▸ ASSIGNMENT: Find and return every line of the data that contains the word "Senou".

▸ Collected data:
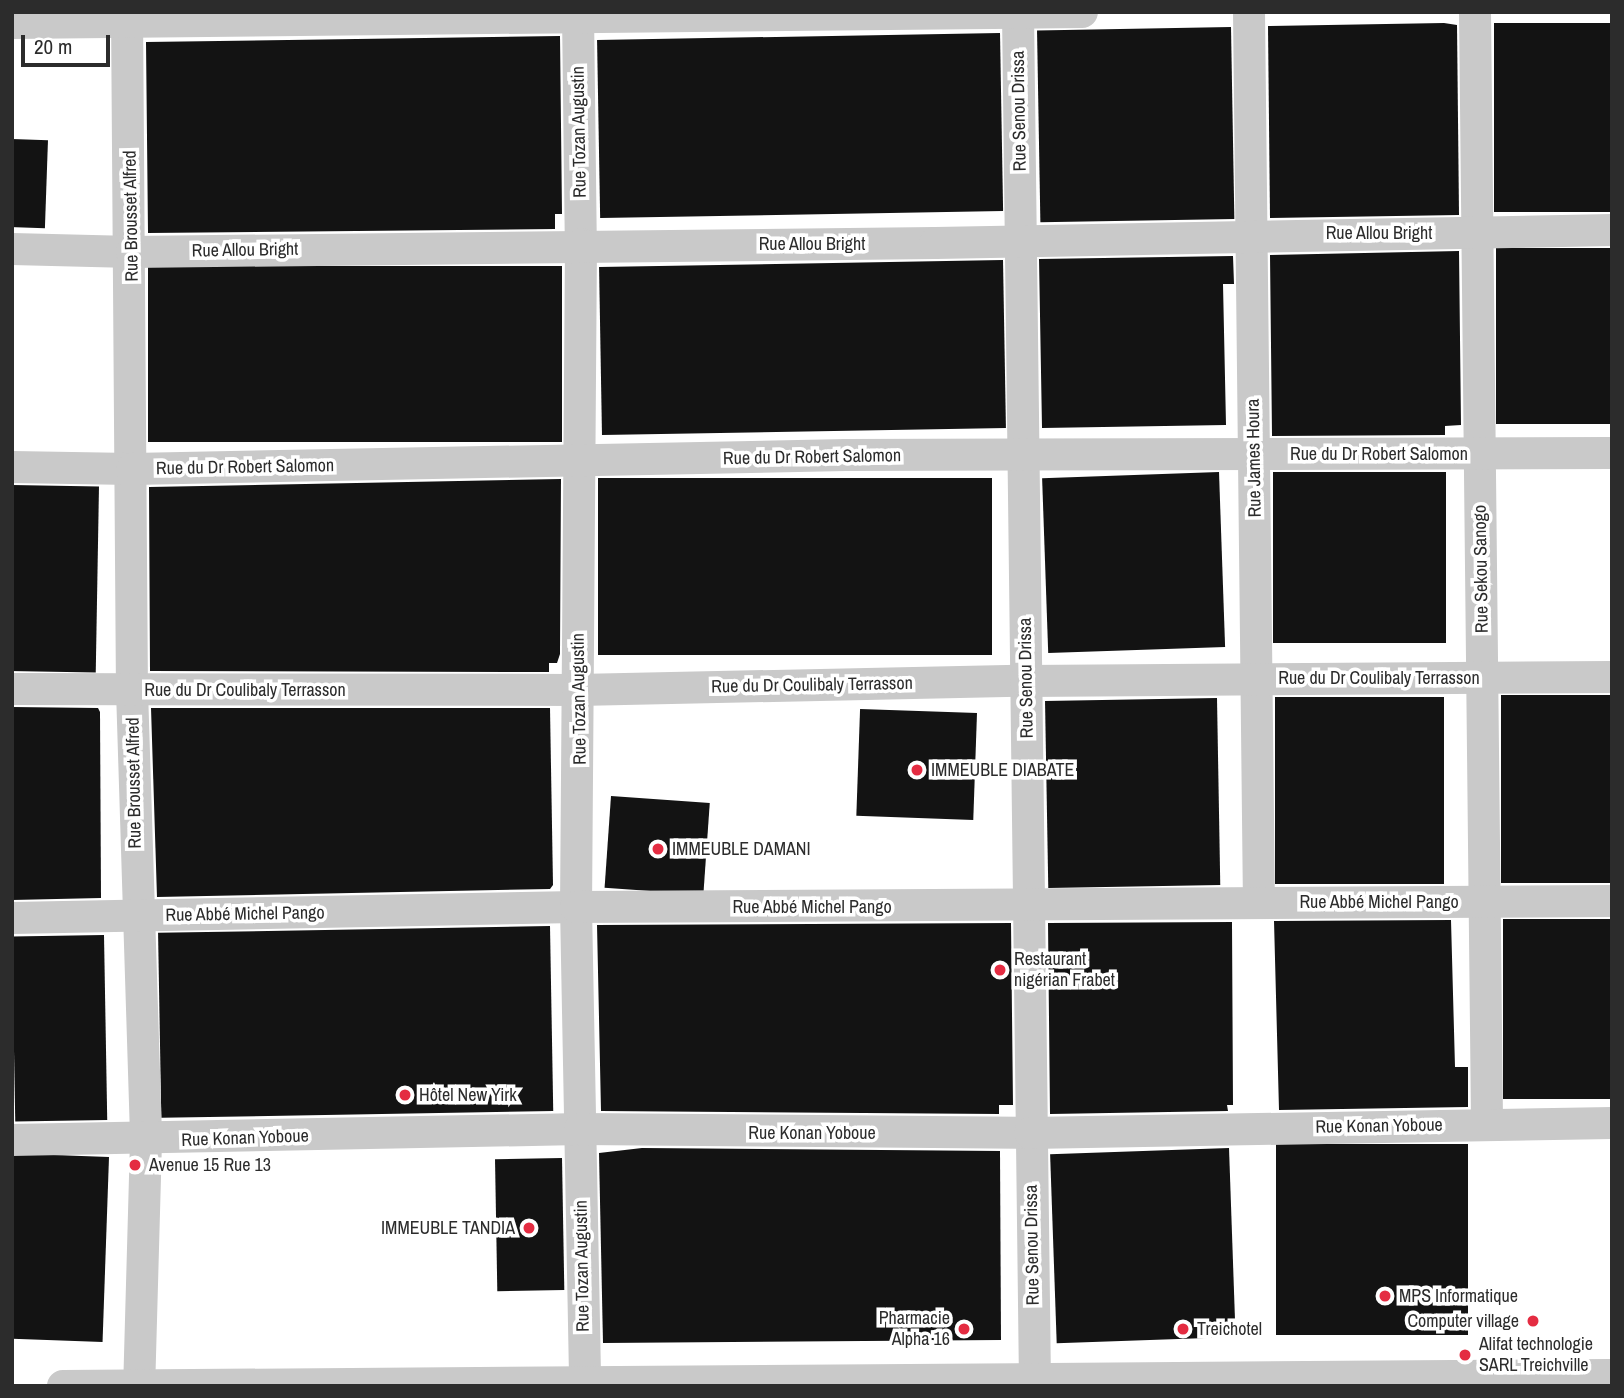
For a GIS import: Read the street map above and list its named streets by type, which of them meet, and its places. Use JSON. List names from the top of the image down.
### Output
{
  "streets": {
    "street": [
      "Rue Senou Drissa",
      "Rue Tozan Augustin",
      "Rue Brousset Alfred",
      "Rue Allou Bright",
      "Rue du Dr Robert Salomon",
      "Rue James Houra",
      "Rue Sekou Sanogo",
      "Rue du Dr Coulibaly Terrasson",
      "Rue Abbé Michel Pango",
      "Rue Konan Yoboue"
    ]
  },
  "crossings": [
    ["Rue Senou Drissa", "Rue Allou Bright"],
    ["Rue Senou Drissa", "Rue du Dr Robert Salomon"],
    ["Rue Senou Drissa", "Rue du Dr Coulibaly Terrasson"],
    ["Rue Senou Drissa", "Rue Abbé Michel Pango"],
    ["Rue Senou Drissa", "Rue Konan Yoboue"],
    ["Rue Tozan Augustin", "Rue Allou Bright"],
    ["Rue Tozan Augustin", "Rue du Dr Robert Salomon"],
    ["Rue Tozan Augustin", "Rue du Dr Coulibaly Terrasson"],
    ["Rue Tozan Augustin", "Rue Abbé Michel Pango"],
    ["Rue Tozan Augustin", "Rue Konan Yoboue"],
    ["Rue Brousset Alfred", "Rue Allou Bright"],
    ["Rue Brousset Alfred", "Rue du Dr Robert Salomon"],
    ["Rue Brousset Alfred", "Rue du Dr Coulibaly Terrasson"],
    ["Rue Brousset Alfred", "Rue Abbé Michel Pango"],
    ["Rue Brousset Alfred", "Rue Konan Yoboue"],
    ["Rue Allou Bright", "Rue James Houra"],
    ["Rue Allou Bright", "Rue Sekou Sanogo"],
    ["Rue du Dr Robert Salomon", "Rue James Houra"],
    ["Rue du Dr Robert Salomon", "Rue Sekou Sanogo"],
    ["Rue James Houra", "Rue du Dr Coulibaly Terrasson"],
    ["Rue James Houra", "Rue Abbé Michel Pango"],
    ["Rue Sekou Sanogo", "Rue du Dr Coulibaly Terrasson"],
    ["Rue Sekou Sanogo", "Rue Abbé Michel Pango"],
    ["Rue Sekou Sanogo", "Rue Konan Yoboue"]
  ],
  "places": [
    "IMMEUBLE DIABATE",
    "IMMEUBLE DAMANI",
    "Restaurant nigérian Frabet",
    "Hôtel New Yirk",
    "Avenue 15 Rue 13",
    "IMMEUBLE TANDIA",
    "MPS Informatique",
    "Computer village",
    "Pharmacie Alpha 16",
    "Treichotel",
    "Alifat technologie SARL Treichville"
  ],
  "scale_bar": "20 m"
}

▸ RESPONSE TO THE EXERCISE:
      "Rue Senou Drissa",
    ["Rue Senou Drissa", "Rue Allou Bright"],
    ["Rue Senou Drissa", "Rue du Dr Robert Salomon"],
    ["Rue Senou Drissa", "Rue du Dr Coulibaly Terrasson"],
    ["Rue Senou Drissa", "Rue Abbé Michel Pango"],
    ["Rue Senou Drissa", "Rue Konan Yoboue"],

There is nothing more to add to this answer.